[Opening Records supplied section]
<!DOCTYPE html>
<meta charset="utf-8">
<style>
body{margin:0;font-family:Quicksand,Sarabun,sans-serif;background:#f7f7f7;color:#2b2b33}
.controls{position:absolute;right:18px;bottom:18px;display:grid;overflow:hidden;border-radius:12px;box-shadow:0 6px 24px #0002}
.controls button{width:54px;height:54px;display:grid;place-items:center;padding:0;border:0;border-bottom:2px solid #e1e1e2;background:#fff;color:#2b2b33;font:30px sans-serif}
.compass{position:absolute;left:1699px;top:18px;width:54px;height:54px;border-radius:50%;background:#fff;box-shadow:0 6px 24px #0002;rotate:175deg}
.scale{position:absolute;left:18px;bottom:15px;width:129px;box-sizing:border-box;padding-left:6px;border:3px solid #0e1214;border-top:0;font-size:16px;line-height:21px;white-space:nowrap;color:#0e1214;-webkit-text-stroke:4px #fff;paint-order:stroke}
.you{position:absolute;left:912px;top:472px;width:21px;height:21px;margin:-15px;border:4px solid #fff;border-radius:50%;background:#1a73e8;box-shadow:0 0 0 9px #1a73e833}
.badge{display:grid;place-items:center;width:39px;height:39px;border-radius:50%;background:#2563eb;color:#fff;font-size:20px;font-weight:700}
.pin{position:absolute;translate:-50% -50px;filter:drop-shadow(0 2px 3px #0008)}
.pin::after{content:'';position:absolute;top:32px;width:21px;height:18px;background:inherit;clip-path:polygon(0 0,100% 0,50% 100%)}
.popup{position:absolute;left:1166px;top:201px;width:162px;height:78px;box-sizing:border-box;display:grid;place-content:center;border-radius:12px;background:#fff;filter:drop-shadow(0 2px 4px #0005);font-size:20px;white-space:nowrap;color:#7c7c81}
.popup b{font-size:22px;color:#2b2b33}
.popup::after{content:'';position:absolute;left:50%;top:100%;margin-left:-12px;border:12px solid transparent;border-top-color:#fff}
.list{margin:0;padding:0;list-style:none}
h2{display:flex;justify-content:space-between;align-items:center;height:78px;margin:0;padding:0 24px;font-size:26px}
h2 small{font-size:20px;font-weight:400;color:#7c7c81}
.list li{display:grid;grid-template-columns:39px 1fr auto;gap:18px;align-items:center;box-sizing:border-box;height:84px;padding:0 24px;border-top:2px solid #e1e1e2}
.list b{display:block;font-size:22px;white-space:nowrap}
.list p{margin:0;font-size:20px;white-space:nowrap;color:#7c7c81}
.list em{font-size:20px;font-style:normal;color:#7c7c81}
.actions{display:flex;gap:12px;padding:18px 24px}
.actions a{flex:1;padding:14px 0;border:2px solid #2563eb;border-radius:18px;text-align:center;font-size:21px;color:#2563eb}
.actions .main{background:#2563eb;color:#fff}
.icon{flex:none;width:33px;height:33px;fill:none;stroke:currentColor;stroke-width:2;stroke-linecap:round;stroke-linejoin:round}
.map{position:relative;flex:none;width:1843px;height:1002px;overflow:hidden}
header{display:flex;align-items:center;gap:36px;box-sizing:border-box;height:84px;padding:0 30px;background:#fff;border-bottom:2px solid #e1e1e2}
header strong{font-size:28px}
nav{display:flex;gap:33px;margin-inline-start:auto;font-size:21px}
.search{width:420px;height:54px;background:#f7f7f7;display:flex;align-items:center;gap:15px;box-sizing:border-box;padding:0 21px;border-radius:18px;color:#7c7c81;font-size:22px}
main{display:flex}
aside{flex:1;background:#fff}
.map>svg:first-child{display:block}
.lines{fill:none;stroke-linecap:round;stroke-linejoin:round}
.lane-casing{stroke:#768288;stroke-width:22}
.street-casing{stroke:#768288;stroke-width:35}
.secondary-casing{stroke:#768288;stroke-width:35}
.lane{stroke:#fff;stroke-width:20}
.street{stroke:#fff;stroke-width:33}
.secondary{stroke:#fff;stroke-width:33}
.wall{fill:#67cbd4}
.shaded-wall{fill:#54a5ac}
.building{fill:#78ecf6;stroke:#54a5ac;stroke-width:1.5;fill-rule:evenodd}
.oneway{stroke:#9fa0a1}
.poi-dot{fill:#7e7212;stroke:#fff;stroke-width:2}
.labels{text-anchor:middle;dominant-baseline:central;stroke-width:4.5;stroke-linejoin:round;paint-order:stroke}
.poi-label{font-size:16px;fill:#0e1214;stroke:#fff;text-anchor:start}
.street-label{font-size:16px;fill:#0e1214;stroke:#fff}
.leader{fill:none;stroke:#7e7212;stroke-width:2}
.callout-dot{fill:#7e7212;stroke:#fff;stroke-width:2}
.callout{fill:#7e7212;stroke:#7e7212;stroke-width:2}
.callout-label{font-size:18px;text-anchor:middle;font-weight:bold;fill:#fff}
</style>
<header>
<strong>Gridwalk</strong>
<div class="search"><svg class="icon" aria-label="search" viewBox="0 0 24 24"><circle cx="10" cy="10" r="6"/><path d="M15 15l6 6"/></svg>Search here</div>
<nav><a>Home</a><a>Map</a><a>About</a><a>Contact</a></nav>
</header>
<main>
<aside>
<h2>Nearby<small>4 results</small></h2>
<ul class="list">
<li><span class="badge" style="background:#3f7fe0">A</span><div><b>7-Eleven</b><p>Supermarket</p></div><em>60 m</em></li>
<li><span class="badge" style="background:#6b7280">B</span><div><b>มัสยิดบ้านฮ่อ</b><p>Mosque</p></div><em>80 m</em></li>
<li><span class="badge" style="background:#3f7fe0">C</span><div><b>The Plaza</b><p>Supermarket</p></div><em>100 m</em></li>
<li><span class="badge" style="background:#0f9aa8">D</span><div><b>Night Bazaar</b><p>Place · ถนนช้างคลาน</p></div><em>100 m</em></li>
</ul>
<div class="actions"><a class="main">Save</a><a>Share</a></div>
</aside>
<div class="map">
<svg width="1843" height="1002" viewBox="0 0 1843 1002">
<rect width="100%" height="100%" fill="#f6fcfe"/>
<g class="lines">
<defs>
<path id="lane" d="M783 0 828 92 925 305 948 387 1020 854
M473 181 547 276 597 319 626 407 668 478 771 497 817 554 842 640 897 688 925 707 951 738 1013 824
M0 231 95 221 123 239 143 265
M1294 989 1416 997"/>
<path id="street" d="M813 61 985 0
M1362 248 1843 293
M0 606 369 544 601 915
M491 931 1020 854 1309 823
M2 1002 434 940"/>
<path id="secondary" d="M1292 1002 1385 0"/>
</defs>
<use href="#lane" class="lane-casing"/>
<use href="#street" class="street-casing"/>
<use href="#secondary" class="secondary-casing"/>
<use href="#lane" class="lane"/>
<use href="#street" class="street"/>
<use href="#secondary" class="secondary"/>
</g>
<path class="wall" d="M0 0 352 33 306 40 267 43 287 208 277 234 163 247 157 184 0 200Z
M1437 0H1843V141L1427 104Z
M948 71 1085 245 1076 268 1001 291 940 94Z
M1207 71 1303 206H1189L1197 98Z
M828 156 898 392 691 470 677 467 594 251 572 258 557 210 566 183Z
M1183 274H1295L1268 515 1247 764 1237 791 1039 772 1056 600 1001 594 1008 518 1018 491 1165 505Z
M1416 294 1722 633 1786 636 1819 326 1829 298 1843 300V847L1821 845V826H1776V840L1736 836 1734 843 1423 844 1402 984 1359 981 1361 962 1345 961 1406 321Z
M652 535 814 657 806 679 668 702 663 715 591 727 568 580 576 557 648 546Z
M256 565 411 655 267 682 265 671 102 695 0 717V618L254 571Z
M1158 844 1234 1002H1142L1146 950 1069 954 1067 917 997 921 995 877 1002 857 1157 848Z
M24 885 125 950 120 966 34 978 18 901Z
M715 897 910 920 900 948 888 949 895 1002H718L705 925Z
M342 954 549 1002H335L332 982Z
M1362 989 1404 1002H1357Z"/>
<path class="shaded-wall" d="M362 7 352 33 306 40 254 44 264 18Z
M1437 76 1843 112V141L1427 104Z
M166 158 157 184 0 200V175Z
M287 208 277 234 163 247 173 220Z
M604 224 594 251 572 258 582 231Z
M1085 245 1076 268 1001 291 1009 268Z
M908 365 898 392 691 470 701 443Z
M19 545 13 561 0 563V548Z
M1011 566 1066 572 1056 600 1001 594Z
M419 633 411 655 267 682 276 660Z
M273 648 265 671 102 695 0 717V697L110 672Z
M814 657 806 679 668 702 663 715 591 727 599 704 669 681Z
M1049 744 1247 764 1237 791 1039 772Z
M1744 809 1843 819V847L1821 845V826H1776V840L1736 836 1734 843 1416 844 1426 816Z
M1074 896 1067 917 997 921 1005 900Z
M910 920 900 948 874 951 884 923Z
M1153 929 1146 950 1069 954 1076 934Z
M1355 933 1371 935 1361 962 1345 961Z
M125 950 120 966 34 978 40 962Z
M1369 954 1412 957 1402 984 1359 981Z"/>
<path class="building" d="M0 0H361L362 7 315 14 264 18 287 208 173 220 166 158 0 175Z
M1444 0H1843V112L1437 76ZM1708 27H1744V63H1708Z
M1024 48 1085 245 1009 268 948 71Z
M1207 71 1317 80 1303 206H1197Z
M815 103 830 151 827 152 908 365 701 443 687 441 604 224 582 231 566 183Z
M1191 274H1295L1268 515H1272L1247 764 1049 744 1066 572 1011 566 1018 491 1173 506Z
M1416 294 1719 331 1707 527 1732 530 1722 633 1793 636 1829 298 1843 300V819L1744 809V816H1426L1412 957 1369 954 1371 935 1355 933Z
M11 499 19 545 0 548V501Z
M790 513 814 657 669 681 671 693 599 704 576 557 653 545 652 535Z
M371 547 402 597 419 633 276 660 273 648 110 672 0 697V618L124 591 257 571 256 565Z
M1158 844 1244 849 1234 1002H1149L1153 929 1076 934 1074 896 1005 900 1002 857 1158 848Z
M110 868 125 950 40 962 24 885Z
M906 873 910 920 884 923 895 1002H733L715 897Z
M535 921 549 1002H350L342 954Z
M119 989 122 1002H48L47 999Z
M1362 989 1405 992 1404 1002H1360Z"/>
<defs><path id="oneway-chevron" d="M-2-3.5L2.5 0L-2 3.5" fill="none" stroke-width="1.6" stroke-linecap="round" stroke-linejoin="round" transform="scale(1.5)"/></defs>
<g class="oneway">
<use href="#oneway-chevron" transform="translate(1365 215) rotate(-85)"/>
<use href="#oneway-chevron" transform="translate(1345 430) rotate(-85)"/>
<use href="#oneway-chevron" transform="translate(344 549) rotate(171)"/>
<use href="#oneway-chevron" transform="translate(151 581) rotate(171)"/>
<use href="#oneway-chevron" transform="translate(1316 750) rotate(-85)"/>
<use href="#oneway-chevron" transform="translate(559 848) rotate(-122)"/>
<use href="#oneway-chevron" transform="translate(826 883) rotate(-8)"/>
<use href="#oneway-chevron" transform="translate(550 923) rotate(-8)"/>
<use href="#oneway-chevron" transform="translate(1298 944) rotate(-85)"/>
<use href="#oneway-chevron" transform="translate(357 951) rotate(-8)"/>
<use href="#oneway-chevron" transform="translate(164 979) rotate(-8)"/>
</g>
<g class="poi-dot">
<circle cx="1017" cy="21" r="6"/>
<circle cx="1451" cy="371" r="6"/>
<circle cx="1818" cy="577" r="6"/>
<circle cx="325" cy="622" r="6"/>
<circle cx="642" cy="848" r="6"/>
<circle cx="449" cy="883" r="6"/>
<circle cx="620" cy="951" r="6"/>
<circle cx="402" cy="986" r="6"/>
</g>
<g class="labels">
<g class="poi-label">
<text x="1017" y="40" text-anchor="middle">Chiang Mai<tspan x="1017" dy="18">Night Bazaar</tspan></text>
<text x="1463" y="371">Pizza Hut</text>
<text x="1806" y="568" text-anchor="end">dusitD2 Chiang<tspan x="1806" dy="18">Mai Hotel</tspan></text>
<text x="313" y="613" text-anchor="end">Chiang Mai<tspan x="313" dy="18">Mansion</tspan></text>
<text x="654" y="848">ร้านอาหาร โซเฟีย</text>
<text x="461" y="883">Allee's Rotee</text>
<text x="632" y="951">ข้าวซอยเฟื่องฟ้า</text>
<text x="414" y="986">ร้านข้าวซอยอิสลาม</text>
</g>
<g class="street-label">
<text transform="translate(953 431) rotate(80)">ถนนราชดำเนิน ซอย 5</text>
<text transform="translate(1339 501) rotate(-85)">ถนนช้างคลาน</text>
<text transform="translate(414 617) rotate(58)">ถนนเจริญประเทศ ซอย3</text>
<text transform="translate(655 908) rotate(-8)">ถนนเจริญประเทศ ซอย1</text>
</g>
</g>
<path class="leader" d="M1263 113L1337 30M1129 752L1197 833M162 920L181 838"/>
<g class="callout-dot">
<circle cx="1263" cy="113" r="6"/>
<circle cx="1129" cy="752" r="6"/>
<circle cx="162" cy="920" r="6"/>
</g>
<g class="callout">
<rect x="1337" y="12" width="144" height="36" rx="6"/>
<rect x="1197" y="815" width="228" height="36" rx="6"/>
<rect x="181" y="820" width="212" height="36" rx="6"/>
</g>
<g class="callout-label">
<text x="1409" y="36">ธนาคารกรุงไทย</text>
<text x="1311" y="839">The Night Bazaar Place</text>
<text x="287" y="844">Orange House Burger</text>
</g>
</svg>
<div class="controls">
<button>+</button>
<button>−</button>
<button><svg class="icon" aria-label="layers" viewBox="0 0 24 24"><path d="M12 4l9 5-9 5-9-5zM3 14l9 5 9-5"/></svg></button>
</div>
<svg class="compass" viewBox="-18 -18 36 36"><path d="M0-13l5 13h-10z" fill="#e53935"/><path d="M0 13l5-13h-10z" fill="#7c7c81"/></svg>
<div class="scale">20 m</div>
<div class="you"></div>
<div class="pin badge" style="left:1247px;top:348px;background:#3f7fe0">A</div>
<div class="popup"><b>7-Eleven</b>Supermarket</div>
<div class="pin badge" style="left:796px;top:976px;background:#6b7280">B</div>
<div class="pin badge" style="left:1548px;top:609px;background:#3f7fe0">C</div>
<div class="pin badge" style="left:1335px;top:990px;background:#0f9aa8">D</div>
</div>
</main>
[Closing Records supplied section]
Copy, from the material, each line that holds the string "paint".

Result:
.scale{position:absolute;left:18px;bottom:15px;width:129px;box-sizing:border-box;padding-left:6px;border:3px solid #0e1214;border-top:0;font-size:16px;line-height:21px;white-space:nowrap;color:#0e1214;-webkit-text-stroke:4px #fff;paint-order:stroke}
.labels{text-anchor:middle;dominant-baseline:central;stroke-width:4.5;stroke-linejoin:round;paint-order:stroke}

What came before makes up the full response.